性癖 - 迅悠一
「相変わらず、太ももが好きだね」
迅はこの部屋に来る度に、同じことを言う。グスタフ・クリムトの『ダナエ』を横目に、もう少しアングルがズレてくれれば、きっと肉感の凄まじい尻を拝めただろうにと思った。太もものみに焦点を当てるのであれば、この絵は太ももの魅力を完璧に表現している。だが、迅はどちらかと言うと、太ももより尻の方が好きだった。そんな迅を咎めるように、フランツ・フォン・シュトゥックの『官能』に描かれた真っ黒な蛇がこちらを睨んでいる。やれやれ。ほんの少しの邪な気持ちを抱くだけで、絵に睨まれるのだから、この部屋はいつだって趣味が悪い。
「相変わらず、人の尻ばかり追っかけてるきみにだけは、言われたくないね」
彼女はジョルジュ・バタイユの小説から顔を上げて、迅を見つめる。本のタイトルには『眼球譚』とあった。また悪趣味な本を読んでいる。彼女の目が蛇に似ているのは、気の所為ではないだろう。睨んでくるのは、何も絵の中の蛇だけではなかったらしい。
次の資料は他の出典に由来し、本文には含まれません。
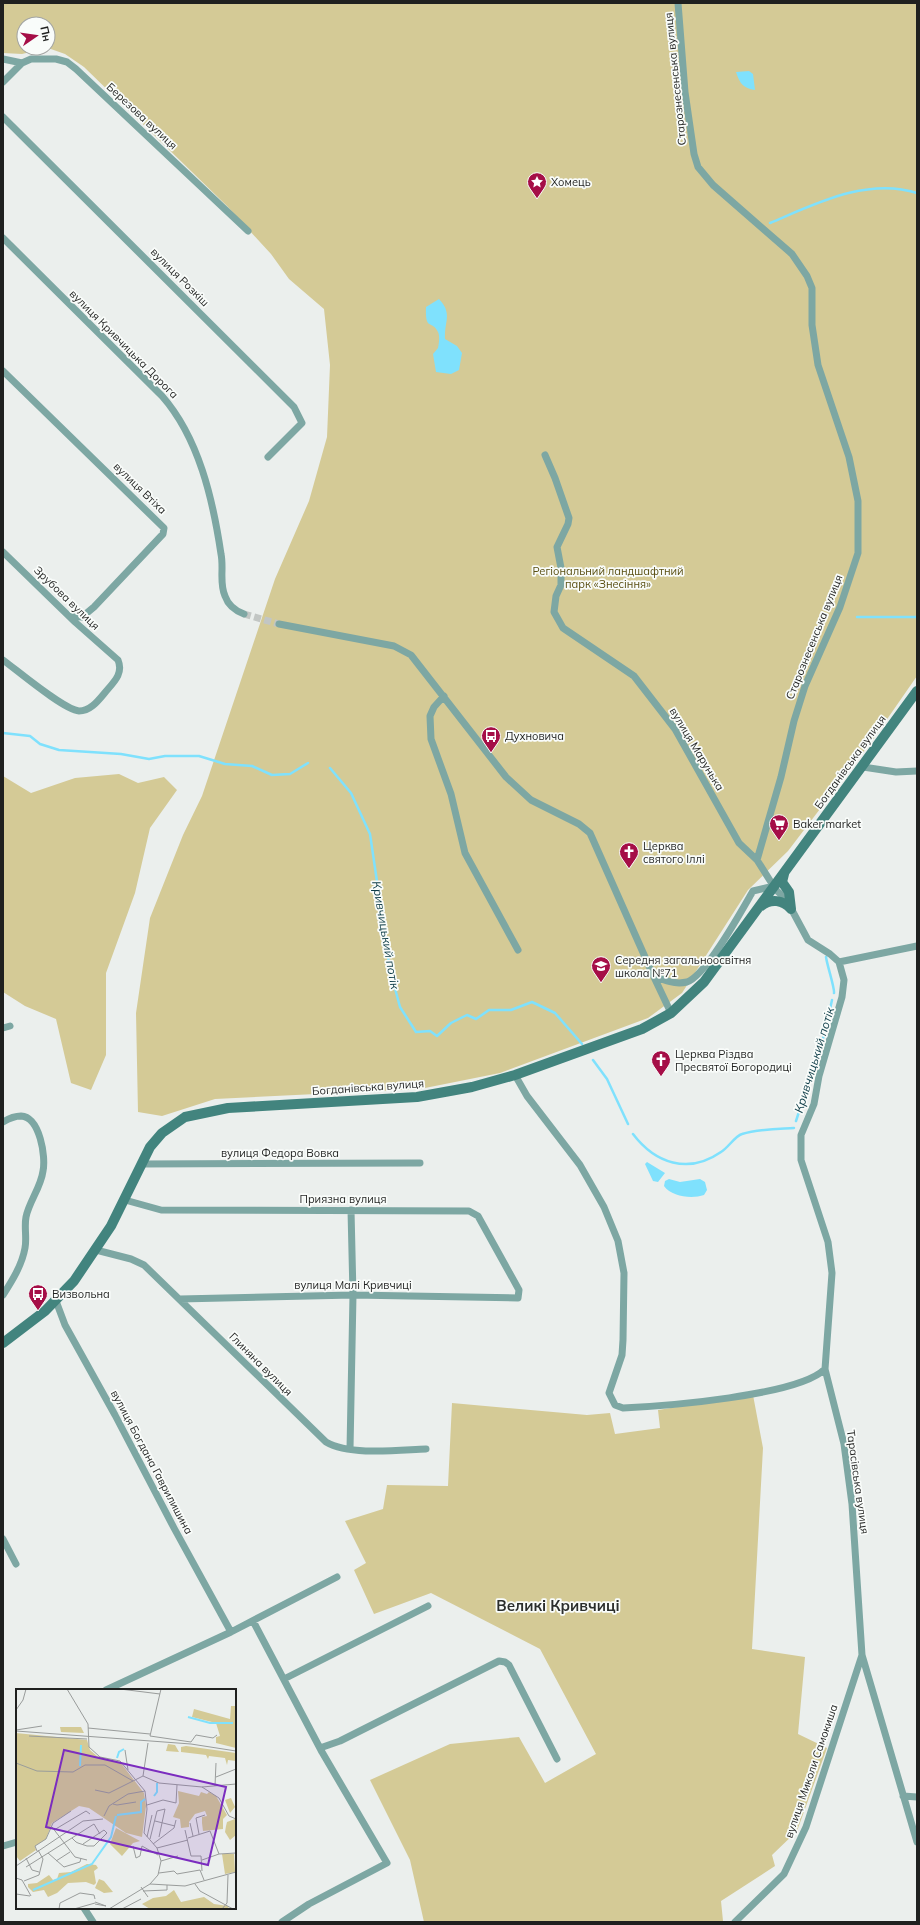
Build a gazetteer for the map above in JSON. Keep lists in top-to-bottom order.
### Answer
{
  "streets": {
    "main road": ["Богданівська вулиця"],
    "street": [
      "Старознесенська вулиця",
      "Березова вулиця",
      "вулиця Розкіш",
      "вулиця Кривчицька Дорога",
      "вулиця Втіха",
      "Зрубова вулиця",
      "вулиця Марунька",
      "вулиця Федора Вовка",
      "Приязна вулиця",
      "вулиця Малі Кривчиці",
      "Глиняна вулиця",
      "вулиця Богдана Гаврилишина",
      "Тарасівська вулиця",
      "вулиця Миколи Самокиша"
    ]
  },
  "crossings": [
    ["Старознесенська вулиця", "вулиця Марунька"],
    ["вулиця Втіха", "Зрубова вулиця"],
    ["Богданівська вулиця", "вулиця Федора Вовка"],
    ["Богданівська вулиця", "Приязна вулиця"],
    ["Богданівська вулиця", "Глиняна вулиця"],
    ["Богданівська вулиця", "вулиця Богдана Гаврилишина"],
    ["Приязна вулиця", "вулиця Малі Кривчиці"],
    ["вулиця Малі Кривчиці", "Глиняна вулиця"],
    ["Тарасівська вулиця", "вулиця Миколи Самокиша"]
  ],
  "districts": ["Великі Кривчиці"],
  "water": ["Кривчицький потік"],
  "parks": ["Регіональний ландшафтний парк «Знесіння»"],
  "places": {
    "place": ["Хомець"],
    "bus stop": ["Духновича", "Визвольна"],
    "supermarket": ["Baker market"],
    "church": ["Церква святого Іллі", "Церква Різдва Пресвятої Богородиці"],
    "school or university": ["Середня загальноосвітня школа №71"]
  },
  "north": "right"
}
「オペレーターの子たちだけじゃないよ。戦闘員の女の子だって、きみのセクハラにはうんざりしている。そして、その愚痴を聞かされるのは、いつだって私だ」
やれやれ。そんな言葉が聞こえそうな、大きなため息だった。実力派エリートの些細なる息抜き。それが彼女のストレスの原因になっているらしい。だが、迅とて自らの、言うなれば数秒にも満たないバカンスを手放すことはしたくない。どうせ触るなら太ももより、尻の方が良いに決まってる。
「太ももなんか触ってどうするのさ」
「どうもしない。それに、私はきみと違って目で楽しむタイプだ。それこそ、触ってどうするんだよ」
この部屋を見れば分かるだろ、とでも言いたげな顔をしている。彼女が君臨するこの王室は、彼女のためだけに誂えてある。絵画、本、女性の下半身だけのオブジェ、その他いろいろ。本部のエンジニアは変わった人間が多いと聞くが、その噂の大半は彼女のことを指しているのであって、他のエンジニアからすればいい迷惑だろう。鬼怒田開発室長は何も言わなかったらしいが、多分それは見逃したのではなく諦めたのだと迅は思っている。彼女の頑固なところは、死んでも治らないだろう。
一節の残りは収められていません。